▶ WHAT NEEDS TO BE DONE
Below are some records. Say how many of their lines include the string "transit", giving only the number.

Collected data entries
>>>>>

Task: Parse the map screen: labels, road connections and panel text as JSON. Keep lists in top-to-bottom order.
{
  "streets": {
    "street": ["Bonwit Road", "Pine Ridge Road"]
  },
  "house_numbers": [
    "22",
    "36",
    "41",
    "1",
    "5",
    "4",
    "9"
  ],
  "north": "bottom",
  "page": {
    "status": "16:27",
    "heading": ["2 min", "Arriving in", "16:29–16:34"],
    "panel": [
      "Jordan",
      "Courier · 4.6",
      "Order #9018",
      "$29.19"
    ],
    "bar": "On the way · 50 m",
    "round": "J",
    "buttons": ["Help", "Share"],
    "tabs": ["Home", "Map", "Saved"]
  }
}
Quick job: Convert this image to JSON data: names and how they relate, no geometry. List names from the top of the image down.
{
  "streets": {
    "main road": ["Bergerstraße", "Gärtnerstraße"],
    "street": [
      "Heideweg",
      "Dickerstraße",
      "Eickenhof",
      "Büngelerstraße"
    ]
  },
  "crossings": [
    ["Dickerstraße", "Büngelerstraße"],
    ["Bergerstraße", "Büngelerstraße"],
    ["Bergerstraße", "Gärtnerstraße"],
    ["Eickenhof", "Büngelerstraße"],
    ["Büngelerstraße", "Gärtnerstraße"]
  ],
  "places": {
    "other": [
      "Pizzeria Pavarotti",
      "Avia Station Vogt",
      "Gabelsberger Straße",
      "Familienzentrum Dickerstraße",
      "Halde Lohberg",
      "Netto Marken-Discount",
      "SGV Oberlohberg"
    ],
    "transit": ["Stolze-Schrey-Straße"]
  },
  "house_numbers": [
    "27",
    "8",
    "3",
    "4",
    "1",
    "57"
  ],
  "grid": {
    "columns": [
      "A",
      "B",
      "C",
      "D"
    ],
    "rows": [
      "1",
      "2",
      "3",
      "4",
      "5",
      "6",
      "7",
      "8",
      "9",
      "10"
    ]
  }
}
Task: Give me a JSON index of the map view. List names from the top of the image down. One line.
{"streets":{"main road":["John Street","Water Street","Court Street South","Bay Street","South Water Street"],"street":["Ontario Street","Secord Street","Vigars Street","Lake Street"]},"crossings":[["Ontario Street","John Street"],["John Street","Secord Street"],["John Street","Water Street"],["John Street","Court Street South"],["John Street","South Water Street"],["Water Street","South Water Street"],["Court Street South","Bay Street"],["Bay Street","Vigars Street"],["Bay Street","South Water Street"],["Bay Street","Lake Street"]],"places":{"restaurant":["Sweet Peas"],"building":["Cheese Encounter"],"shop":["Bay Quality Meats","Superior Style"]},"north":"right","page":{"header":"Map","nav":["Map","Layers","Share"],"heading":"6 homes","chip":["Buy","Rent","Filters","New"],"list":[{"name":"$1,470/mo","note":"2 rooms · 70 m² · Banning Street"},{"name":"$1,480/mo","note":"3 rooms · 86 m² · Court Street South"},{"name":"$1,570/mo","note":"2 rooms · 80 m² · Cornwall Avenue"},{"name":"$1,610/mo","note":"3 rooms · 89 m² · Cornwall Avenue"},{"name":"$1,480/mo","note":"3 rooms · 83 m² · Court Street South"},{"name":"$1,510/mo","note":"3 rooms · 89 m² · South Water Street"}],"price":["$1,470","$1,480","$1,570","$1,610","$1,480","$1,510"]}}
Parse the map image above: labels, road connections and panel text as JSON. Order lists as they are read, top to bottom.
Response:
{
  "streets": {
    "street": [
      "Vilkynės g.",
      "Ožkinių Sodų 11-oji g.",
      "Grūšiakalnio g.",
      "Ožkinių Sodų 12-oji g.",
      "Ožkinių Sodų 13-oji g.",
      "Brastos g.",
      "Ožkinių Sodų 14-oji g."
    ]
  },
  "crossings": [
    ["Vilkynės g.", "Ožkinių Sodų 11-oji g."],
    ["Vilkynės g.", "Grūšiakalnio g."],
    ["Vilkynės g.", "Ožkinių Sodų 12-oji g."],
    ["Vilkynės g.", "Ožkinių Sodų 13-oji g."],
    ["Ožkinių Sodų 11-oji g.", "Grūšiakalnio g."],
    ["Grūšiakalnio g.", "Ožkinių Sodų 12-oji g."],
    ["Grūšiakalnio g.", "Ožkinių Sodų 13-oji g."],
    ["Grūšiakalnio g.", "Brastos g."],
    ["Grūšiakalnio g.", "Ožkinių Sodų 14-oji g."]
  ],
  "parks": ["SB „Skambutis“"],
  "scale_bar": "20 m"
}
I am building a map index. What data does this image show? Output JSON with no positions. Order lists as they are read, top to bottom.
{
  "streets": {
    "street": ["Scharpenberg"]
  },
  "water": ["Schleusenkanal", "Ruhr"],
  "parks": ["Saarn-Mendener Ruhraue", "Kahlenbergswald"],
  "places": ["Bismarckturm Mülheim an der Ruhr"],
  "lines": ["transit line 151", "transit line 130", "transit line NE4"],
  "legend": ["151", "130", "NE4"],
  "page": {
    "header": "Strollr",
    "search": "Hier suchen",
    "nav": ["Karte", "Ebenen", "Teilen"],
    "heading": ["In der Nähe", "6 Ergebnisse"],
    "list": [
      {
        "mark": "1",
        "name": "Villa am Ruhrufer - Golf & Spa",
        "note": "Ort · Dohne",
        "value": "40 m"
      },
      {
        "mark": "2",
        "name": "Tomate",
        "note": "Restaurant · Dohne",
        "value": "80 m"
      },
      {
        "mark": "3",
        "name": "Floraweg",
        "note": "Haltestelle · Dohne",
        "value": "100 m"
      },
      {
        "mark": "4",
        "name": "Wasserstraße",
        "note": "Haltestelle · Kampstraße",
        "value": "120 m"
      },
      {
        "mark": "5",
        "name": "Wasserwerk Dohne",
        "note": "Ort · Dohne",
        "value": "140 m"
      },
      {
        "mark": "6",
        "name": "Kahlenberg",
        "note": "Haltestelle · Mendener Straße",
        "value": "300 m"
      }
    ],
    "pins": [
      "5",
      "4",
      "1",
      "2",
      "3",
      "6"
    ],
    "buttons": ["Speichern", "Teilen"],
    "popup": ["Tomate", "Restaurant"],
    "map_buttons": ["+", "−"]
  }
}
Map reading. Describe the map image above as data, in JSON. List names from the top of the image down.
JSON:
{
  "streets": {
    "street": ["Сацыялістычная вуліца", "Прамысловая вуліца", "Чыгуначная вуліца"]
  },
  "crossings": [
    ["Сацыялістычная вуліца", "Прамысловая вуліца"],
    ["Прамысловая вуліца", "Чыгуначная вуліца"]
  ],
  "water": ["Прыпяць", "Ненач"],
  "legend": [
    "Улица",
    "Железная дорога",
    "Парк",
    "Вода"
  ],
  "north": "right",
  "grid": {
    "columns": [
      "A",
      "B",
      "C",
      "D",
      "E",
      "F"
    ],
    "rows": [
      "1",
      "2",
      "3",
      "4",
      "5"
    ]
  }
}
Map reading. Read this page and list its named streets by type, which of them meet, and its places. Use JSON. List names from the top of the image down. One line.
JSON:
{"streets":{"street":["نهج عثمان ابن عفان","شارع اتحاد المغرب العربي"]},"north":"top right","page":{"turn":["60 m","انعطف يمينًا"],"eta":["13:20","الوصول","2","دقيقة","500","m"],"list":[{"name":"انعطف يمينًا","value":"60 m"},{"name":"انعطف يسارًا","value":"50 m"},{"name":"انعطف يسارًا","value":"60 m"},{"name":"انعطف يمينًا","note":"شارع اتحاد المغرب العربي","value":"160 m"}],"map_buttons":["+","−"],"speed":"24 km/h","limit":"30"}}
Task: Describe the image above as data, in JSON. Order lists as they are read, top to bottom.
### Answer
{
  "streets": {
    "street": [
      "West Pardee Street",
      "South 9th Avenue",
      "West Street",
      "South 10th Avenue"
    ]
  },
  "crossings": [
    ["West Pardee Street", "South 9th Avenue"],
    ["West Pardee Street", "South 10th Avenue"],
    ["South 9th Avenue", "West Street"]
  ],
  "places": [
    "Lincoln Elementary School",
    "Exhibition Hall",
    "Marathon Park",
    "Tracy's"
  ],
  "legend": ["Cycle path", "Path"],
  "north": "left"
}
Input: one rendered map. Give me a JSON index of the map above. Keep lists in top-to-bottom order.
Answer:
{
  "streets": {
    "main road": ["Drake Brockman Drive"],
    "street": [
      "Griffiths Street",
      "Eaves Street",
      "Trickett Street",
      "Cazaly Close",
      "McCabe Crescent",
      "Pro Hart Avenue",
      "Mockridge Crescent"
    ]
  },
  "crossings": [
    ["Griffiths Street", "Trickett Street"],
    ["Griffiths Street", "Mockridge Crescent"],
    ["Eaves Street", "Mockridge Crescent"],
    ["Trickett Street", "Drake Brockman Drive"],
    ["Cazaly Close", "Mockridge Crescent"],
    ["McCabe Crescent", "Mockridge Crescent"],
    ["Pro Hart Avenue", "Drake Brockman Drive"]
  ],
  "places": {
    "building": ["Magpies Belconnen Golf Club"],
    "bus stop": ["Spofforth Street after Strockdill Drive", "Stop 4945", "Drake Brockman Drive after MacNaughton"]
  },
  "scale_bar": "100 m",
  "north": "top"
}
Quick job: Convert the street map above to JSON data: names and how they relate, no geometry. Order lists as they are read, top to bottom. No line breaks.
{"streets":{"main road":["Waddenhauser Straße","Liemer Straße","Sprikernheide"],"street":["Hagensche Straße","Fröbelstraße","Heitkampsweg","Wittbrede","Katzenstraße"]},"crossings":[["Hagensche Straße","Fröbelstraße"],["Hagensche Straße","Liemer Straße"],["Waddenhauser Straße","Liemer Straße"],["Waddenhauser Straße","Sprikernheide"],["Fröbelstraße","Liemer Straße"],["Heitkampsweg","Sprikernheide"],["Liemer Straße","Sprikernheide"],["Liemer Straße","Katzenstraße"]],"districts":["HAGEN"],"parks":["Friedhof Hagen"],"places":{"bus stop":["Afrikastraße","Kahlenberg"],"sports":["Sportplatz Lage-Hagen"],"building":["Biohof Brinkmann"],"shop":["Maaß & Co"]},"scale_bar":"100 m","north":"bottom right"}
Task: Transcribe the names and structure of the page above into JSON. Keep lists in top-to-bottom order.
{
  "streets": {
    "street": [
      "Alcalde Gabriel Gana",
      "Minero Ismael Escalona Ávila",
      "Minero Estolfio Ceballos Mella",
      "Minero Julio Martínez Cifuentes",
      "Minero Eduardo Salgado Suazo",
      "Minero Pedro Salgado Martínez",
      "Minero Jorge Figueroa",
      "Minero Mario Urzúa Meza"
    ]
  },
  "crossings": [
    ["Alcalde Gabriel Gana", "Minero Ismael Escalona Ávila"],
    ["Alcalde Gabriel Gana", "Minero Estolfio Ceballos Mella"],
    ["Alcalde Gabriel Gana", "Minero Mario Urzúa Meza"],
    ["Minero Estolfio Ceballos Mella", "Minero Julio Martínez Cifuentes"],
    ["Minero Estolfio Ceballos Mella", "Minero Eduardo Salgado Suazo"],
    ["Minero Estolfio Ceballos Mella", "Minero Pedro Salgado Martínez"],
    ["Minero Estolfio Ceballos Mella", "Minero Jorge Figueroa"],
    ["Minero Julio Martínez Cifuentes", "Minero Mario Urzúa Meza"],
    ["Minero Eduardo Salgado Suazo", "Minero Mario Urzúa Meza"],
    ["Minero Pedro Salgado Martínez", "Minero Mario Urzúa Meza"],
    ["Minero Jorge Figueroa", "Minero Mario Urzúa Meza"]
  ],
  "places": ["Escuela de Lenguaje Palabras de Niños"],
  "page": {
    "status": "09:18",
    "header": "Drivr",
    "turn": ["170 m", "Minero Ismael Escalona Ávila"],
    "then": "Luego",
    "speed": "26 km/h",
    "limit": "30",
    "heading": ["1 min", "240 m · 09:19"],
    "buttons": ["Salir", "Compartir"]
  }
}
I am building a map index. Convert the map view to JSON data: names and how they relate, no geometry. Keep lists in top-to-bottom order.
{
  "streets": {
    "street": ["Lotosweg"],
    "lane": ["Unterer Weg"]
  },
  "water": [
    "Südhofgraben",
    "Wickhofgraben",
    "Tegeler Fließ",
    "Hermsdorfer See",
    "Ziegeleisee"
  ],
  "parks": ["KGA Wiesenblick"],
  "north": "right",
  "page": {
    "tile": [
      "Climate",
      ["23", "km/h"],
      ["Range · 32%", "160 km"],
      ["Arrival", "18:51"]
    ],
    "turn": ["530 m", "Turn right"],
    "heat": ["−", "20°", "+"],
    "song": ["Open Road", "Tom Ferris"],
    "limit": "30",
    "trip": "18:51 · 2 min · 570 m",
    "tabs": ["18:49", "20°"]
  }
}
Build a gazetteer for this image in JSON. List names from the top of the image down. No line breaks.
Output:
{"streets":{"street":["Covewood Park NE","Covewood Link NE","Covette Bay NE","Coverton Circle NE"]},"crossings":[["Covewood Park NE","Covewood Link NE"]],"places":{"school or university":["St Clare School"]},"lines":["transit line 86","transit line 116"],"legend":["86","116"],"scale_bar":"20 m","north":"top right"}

<<<<<

▶ RESULT OF THIS EXERCISE
3